++++ Source information ++++

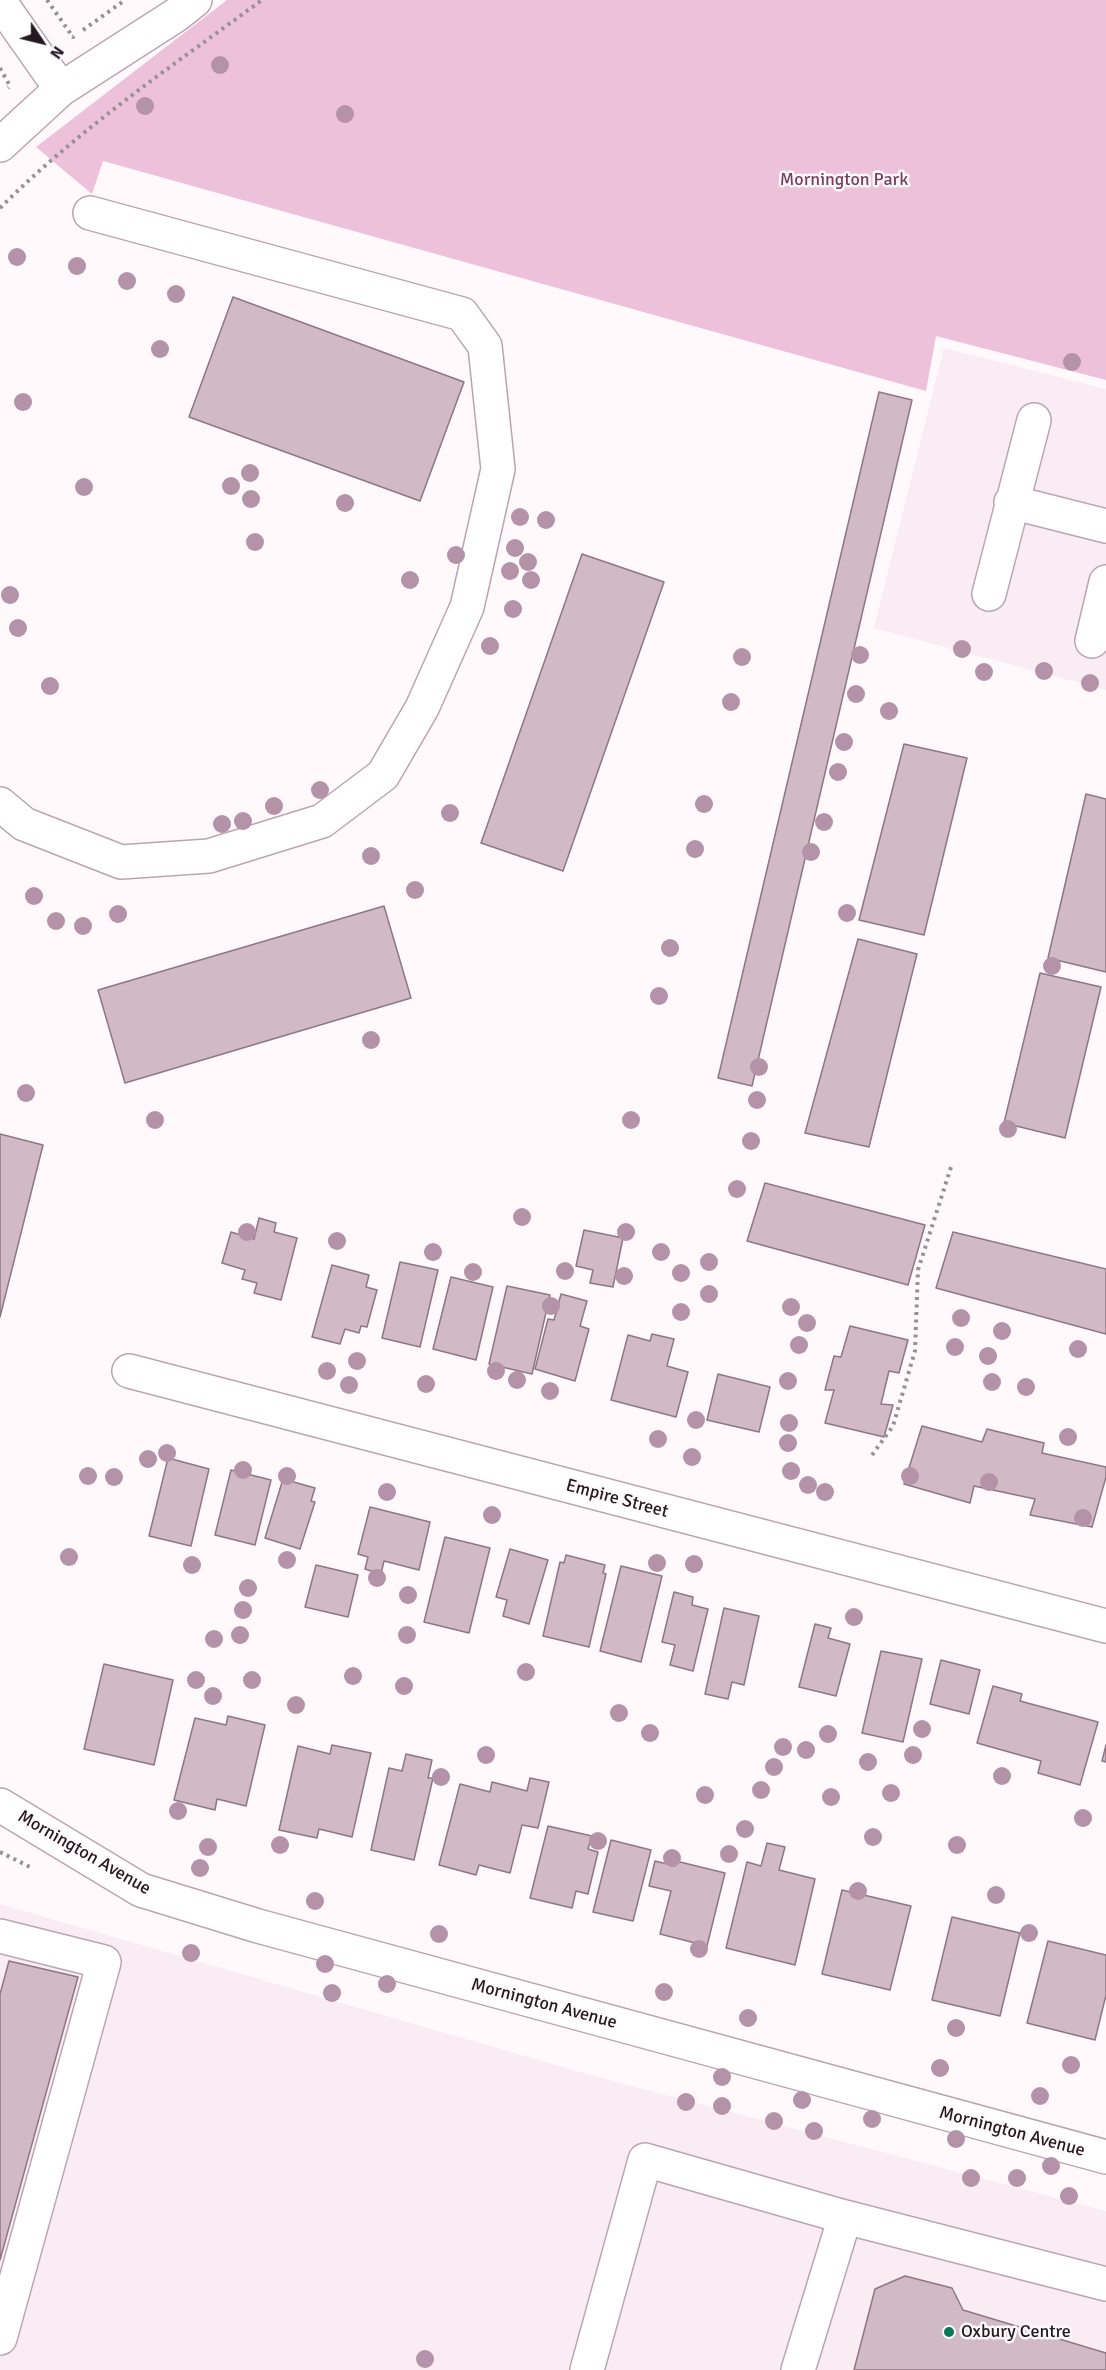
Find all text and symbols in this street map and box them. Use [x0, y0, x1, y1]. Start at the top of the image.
north arrow [12, 12, 72, 72]
text: N [45, 42, 68, 63]
park label: Mornington Park [780, 169, 908, 191]
street label: Empire Street [563, 1475, 671, 1523]
street label: Mornington Avenue [14, 1806, 154, 1900]
street label: Mornington Avenue [469, 1974, 619, 2034]
street label: Mornington Avenue [937, 2102, 1087, 2162]
place label: Oxbury Centre [961, 2321, 1071, 2343]
marker: Oxbury Centre [942, 2325, 956, 2339]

++++

Task objective. Each entry must be retyped word for word, with every image omitted.

Your response.
Find all text and symbols in this street map and box them. Use [x0, y0, x1, y1]. Start at the top of the image.
north arrow [12, 12, 72, 72]
text: N [45, 42, 68, 63]
park label: Mornington Park [780, 169, 908, 191]
street label: Empire Street [563, 1475, 671, 1523]
street label: Mornington Avenue [14, 1806, 154, 1900]
street label: Mornington Avenue [469, 1974, 619, 2034]
street label: Mornington Avenue [937, 2102, 1087, 2162]
place label: Oxbury Centre [961, 2321, 1071, 2343]
marker: Oxbury Centre [942, 2325, 956, 2339]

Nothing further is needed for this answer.